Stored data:
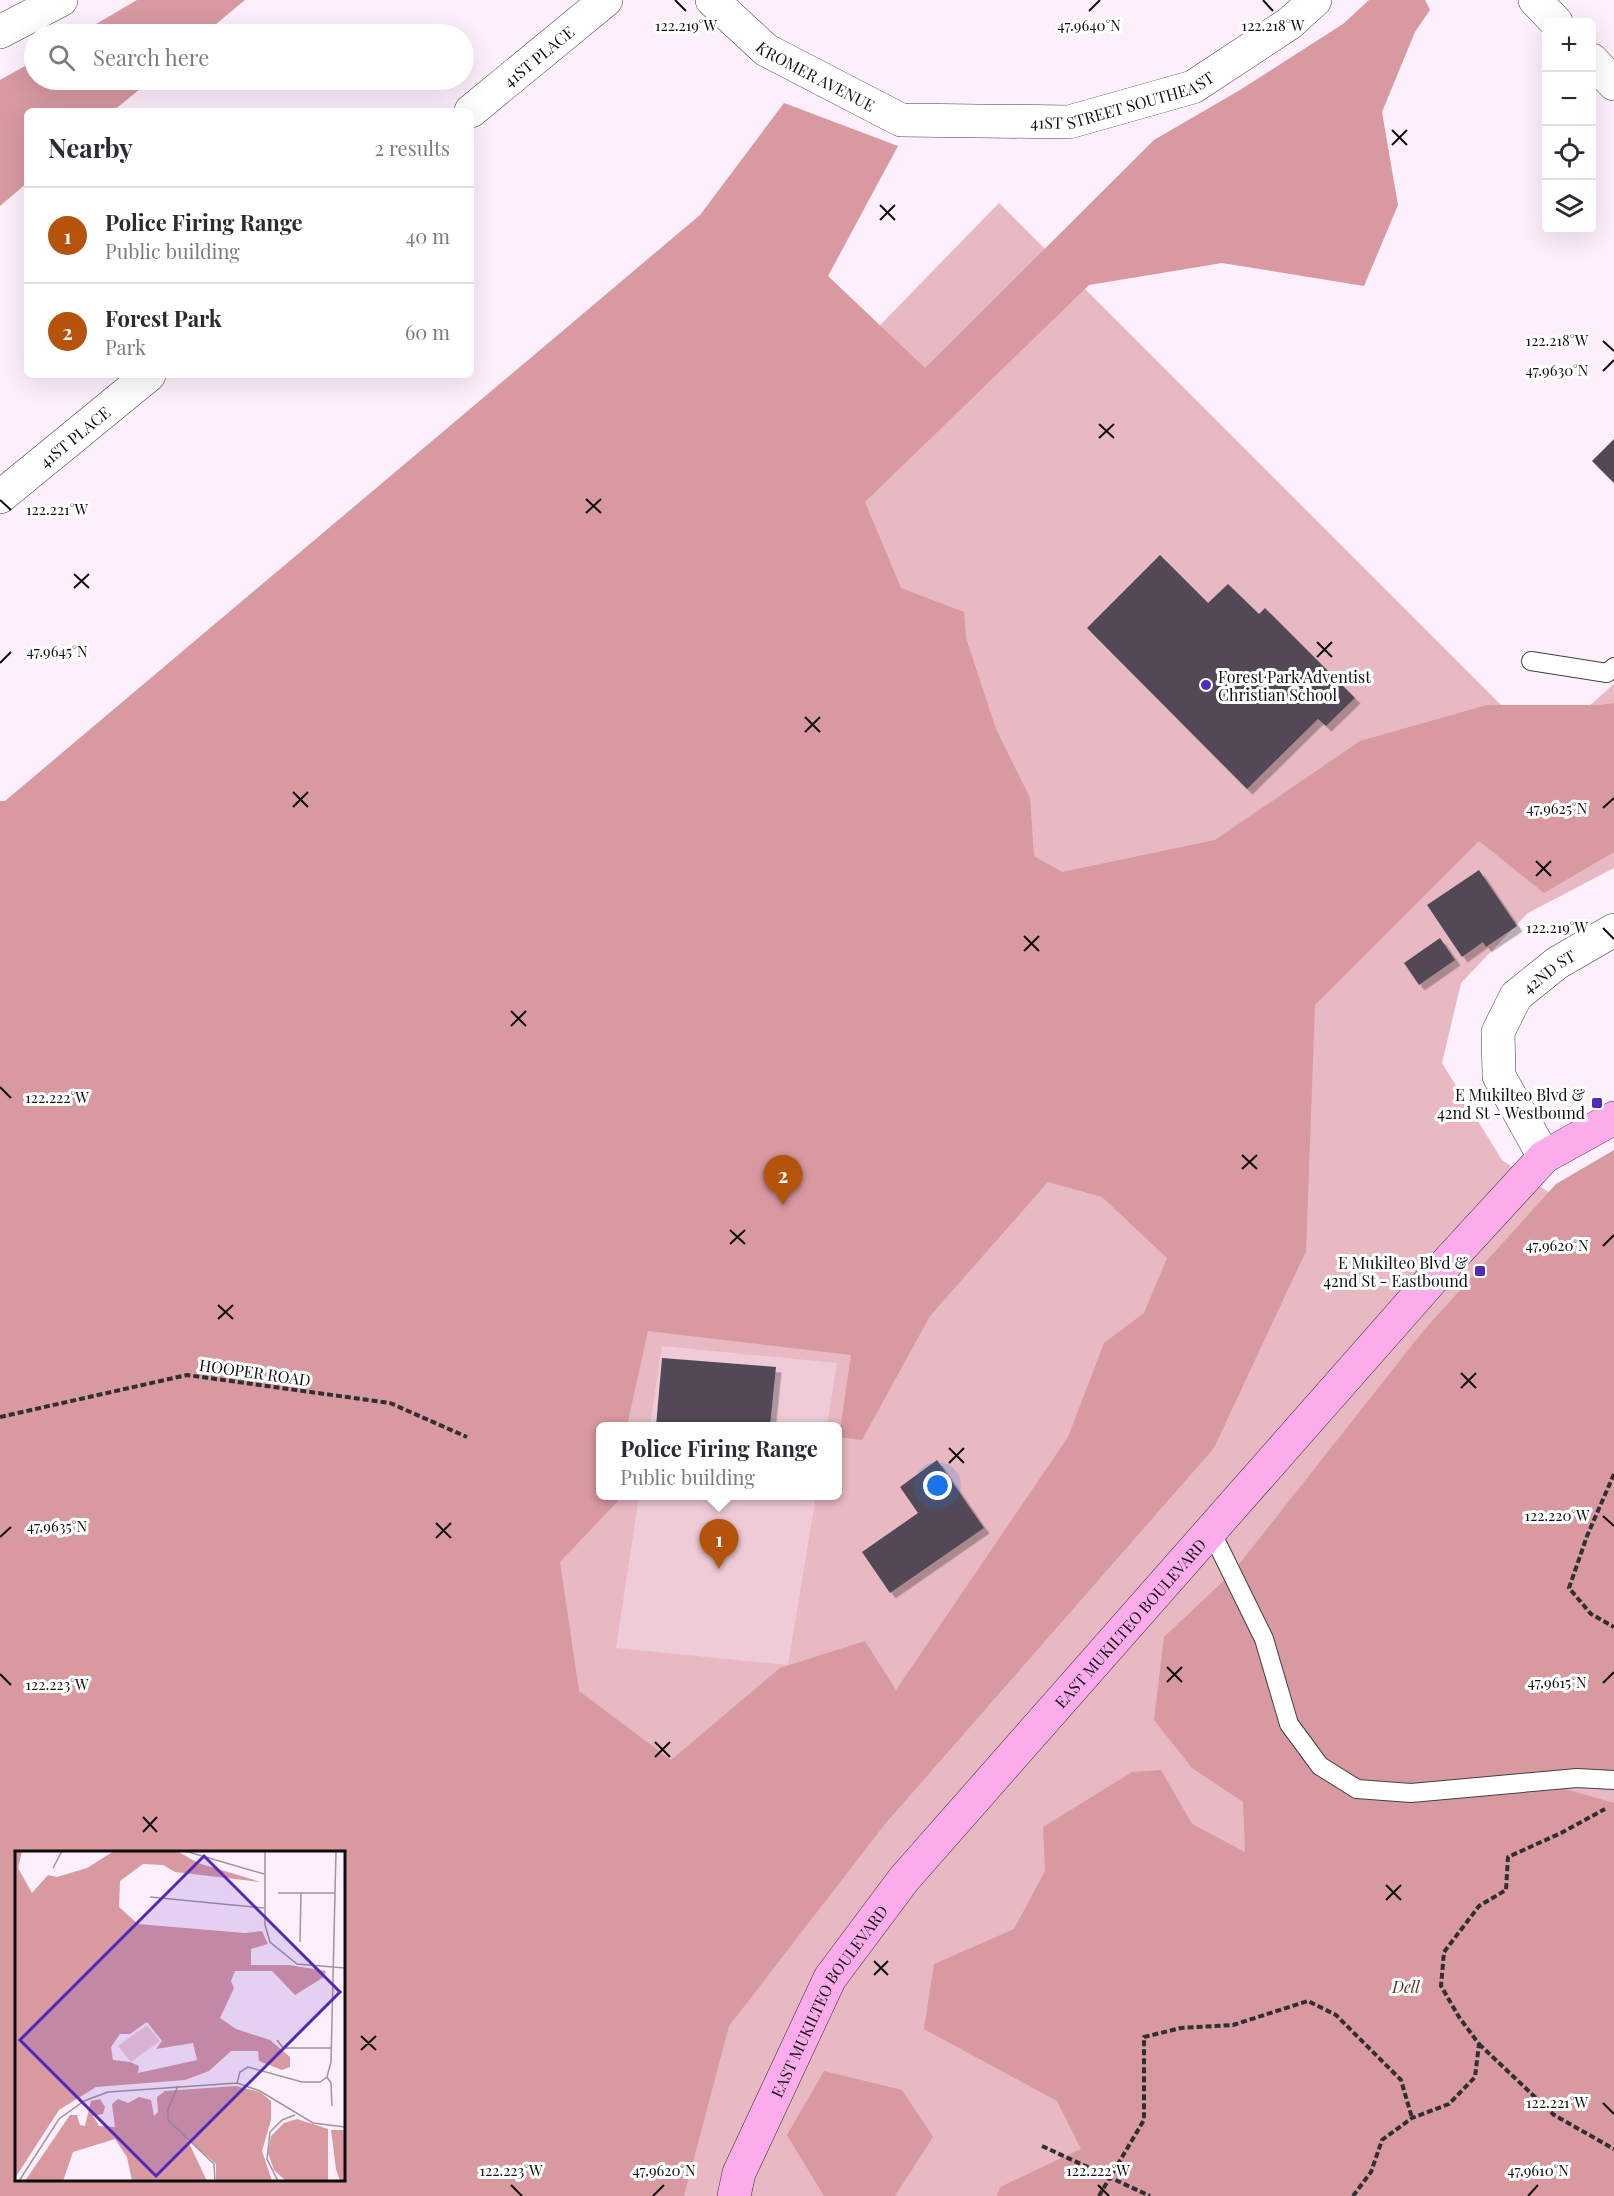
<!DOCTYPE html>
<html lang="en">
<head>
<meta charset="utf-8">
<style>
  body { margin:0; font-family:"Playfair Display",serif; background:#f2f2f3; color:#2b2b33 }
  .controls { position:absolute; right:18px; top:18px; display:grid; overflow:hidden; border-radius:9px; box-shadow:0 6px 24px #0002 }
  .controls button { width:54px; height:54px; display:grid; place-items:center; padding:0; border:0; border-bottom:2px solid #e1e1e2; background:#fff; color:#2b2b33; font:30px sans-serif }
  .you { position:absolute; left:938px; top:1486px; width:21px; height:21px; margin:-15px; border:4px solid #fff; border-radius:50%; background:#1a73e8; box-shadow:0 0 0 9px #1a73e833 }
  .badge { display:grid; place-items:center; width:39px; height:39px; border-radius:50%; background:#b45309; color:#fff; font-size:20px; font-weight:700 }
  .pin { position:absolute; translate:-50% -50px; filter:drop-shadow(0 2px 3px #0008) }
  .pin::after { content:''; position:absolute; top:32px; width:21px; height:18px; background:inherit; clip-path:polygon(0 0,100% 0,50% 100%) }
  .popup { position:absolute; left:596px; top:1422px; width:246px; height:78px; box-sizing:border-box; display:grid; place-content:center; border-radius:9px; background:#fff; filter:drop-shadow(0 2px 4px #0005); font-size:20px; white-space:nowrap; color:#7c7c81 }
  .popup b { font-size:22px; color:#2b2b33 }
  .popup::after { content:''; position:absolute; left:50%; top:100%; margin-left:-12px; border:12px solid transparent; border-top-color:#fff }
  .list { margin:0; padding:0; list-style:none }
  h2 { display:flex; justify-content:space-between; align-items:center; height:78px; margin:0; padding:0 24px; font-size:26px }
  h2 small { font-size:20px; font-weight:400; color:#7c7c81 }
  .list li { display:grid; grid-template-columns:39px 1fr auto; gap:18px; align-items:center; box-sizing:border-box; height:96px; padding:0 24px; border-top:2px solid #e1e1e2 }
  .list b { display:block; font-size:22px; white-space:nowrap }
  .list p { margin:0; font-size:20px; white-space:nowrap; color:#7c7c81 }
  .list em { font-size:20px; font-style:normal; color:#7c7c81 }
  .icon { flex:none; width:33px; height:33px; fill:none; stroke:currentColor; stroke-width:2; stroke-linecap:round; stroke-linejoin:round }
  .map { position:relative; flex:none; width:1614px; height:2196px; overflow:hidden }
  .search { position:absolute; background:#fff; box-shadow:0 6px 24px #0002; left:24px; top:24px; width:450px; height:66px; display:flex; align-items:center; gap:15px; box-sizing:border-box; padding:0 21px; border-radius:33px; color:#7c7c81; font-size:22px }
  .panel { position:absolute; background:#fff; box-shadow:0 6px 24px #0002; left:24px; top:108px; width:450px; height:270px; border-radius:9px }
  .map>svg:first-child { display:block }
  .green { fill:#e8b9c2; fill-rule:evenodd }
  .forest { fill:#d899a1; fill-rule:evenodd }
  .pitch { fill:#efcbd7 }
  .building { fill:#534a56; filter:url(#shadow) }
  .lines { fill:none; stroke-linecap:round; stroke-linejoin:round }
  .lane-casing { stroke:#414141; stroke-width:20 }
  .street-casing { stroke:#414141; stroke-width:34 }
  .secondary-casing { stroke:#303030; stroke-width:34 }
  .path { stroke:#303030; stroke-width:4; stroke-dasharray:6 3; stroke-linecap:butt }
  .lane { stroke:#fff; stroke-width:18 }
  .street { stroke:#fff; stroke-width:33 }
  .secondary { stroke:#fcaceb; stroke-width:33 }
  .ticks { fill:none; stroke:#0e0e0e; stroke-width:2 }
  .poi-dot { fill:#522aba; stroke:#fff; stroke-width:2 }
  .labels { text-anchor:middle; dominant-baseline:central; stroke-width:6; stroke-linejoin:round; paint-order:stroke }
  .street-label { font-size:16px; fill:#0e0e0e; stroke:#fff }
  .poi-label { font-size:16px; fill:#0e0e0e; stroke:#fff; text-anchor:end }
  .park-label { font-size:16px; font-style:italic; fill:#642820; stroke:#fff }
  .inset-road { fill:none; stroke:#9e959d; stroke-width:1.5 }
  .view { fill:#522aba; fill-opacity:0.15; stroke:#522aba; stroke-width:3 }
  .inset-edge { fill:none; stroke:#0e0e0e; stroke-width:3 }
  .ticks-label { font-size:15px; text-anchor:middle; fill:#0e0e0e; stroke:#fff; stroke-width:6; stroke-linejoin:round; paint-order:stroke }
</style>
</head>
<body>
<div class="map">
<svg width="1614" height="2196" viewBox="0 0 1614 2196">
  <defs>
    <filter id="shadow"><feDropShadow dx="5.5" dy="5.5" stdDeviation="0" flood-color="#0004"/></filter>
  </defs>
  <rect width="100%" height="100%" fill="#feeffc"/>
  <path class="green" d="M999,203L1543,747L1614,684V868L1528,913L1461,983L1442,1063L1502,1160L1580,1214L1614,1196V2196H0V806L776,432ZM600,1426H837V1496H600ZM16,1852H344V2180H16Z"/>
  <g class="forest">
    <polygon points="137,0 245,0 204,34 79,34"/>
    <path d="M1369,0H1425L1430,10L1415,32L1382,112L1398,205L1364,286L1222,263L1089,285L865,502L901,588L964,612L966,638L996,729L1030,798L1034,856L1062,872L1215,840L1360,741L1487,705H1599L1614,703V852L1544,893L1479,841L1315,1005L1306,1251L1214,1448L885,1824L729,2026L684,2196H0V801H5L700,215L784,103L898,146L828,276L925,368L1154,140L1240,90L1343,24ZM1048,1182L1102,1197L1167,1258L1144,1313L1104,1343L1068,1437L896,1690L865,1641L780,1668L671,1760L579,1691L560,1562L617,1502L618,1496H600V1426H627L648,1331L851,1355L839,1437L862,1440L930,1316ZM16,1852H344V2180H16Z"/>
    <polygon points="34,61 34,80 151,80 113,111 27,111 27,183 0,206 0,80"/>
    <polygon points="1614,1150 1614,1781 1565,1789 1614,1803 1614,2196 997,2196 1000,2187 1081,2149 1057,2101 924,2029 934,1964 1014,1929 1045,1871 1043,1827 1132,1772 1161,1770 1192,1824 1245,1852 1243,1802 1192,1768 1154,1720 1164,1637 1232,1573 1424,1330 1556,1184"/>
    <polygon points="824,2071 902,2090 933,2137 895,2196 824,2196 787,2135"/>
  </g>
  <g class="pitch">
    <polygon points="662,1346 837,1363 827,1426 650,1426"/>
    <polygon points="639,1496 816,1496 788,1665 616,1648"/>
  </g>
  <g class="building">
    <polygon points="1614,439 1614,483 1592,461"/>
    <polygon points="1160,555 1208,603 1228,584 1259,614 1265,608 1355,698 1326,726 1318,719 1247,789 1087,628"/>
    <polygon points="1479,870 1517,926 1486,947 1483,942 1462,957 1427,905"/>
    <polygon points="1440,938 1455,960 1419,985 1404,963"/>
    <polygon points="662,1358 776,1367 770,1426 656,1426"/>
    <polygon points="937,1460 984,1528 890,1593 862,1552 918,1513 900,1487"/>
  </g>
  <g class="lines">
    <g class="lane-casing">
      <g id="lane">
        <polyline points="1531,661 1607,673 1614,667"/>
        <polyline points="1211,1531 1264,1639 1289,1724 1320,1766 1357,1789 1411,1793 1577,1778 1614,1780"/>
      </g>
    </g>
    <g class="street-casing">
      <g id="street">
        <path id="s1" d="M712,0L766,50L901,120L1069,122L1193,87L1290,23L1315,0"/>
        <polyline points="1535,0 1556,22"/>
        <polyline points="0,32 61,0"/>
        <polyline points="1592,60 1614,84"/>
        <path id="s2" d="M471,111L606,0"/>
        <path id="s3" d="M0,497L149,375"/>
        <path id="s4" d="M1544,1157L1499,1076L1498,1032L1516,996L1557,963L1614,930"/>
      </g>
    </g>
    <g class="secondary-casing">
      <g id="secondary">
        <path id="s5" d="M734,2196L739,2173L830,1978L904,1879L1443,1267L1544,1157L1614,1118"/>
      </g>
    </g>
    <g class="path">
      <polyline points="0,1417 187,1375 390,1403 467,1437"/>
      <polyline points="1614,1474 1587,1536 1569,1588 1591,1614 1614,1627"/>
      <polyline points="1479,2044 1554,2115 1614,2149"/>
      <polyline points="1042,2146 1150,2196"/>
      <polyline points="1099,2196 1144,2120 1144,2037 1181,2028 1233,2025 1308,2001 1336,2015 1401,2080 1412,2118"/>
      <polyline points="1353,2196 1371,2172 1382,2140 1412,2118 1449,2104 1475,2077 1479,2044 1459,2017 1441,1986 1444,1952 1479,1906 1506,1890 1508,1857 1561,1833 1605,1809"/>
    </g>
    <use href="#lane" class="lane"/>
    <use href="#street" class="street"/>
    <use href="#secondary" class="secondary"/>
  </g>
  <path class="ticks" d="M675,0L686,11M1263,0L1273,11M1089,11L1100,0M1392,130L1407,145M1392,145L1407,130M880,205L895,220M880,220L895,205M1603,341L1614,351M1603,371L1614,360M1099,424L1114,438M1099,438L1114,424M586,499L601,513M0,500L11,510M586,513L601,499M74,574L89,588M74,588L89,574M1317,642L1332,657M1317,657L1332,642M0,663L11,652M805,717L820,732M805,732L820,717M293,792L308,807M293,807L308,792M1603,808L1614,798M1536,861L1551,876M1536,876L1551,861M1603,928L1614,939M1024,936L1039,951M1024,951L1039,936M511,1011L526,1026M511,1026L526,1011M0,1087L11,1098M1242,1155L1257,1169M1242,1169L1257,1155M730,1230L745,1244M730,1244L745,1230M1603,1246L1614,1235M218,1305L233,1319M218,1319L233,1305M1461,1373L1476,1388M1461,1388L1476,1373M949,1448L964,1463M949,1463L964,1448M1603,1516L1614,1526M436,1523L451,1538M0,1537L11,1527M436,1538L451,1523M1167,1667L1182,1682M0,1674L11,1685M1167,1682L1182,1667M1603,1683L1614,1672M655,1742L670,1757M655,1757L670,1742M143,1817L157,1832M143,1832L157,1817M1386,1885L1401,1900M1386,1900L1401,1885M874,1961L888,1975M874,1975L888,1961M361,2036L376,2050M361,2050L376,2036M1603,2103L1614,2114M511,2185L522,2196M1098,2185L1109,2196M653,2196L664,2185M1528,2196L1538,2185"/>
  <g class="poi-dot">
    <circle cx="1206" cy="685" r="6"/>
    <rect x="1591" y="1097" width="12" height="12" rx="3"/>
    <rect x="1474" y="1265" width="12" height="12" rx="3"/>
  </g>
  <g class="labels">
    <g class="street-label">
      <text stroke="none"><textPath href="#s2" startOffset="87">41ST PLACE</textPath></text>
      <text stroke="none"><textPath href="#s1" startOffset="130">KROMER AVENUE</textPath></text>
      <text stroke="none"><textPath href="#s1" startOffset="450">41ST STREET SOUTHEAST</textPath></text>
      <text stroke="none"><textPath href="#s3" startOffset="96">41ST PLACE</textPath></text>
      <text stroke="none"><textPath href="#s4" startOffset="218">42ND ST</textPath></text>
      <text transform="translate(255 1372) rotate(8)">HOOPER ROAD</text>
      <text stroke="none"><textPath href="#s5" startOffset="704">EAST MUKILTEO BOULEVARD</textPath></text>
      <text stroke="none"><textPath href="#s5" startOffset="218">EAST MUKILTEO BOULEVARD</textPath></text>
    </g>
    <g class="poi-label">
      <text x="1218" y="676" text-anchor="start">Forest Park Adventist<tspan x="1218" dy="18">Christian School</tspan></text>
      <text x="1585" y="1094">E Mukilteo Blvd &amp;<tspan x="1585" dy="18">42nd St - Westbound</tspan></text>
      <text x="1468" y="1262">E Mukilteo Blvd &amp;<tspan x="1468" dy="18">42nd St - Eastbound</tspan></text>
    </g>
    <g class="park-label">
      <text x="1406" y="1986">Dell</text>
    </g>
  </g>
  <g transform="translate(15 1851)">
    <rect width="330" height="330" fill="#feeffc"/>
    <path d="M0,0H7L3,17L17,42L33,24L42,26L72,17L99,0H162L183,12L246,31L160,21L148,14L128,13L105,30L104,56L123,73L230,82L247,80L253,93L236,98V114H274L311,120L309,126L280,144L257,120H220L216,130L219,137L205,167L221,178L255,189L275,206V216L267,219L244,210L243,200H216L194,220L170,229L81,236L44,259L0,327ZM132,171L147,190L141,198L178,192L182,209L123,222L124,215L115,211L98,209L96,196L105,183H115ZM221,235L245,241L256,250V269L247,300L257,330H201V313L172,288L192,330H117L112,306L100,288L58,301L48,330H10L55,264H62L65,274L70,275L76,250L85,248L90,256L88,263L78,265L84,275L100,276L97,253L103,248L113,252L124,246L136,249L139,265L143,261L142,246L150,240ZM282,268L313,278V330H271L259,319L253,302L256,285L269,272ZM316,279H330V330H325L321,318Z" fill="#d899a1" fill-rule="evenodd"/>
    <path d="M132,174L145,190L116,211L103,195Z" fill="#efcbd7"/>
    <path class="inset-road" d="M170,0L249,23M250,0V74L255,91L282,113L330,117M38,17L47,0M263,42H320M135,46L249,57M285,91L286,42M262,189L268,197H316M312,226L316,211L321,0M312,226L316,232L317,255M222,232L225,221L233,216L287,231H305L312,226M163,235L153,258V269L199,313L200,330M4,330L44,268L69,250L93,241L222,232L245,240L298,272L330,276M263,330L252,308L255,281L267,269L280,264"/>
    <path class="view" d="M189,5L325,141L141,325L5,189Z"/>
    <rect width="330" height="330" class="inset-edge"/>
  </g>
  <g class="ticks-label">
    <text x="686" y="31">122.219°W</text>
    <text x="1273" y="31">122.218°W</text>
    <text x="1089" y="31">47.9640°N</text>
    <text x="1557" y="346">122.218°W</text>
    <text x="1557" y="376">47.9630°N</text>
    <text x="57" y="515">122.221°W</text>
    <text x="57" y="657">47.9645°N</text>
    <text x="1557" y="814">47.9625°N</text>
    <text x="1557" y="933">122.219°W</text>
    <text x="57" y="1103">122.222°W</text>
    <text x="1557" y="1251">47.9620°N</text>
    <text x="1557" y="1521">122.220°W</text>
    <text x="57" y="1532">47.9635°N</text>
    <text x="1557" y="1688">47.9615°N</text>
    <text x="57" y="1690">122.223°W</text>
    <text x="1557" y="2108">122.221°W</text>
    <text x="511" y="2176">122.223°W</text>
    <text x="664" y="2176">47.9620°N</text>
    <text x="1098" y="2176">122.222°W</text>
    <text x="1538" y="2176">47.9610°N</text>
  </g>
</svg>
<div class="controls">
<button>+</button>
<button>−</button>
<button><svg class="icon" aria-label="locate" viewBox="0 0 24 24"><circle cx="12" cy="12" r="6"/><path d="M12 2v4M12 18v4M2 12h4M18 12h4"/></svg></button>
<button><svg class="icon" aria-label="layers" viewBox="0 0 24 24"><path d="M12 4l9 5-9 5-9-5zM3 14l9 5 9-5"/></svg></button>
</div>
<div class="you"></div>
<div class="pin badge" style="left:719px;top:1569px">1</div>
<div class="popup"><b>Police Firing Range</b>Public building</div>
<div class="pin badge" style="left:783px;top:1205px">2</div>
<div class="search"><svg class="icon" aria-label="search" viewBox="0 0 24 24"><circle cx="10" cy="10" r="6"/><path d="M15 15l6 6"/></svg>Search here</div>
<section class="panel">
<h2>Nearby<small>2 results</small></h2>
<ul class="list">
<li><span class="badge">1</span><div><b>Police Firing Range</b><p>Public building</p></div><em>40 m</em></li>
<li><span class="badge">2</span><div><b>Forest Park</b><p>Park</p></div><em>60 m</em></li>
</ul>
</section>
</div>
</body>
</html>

[What is being asked] Wherever a line of the data above contains "lines", copy that line.

[Your solution]
  .lines { fill:none; stroke-linecap:round; stroke-linejoin:round }
  <g class="lines">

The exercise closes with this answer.